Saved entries
....................

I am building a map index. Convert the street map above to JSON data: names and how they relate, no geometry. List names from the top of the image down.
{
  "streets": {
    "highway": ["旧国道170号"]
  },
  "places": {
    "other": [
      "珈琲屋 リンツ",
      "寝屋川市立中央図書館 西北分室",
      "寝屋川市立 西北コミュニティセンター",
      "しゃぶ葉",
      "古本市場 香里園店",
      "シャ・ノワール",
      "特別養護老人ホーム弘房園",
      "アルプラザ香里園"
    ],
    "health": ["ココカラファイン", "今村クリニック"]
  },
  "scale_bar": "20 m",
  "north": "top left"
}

....................

◆ Exercise objective
Reply with the complete records, restated exactly.

◆ Answer section
I am building a map index. Convert the street map above to JSON data: names and how they relate, no geometry. List names from the top of the image down.
{
  "streets": {
    "highway": ["旧国道170号"]
  },
  "places": {
    "other": [
      "珈琲屋 リンツ",
      "寝屋川市立中央図書館 西北分室",
      "寝屋川市立 西北コミュニティセンター",
      "しゃぶ葉",
      "古本市場 香里園店",
      "シャ・ノワール",
      "特別養護老人ホーム弘房園",
      "アルプラザ香里園"
    ],
    "health": ["ココカラファイン", "今村クリニック"]
  },
  "scale_bar": "20 m",
  "north": "top left"
}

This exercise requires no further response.